▸ **About this task**
In your copy, reproduce each entry exactly and include no picture.
--- START ---
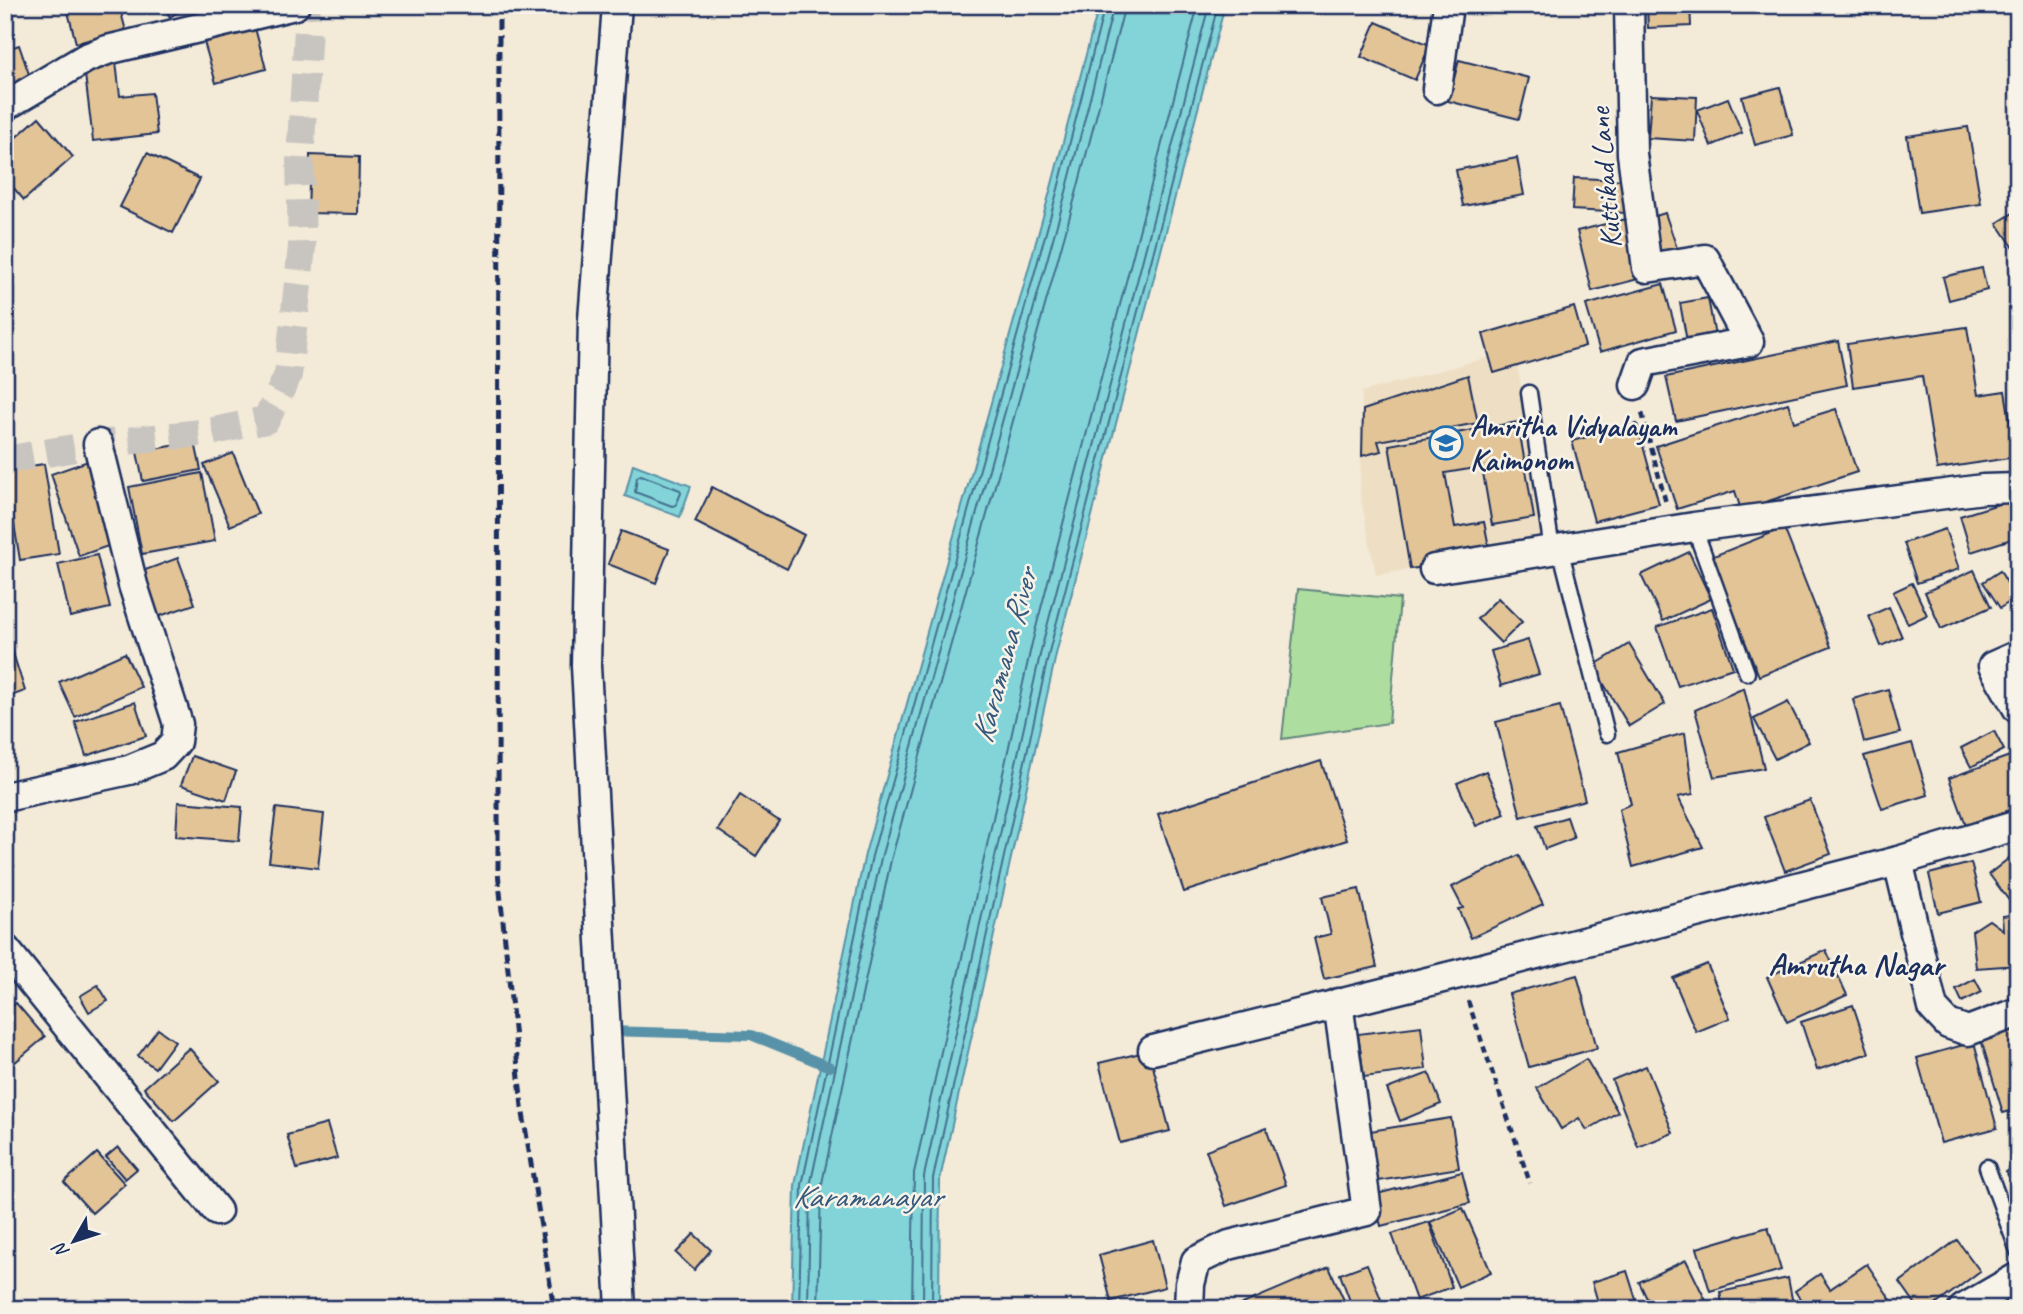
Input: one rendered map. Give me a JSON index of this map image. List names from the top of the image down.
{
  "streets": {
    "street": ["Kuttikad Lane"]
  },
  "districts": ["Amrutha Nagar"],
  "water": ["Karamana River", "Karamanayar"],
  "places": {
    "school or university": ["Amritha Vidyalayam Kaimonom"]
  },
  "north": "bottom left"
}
--- END ---
▸ **Written solution**
Input: one rendered map. Give me a JSON index of this map image. List names from the top of the image down.
{
  "streets": {
    "street": ["Kuttikad Lane"]
  },
  "districts": ["Amrutha Nagar"],
  "water": ["Karamana River", "Karamanayar"],
  "places": {
    "school or university": ["Amritha Vidyalayam Kaimonom"]
  },
  "north": "bottom left"
}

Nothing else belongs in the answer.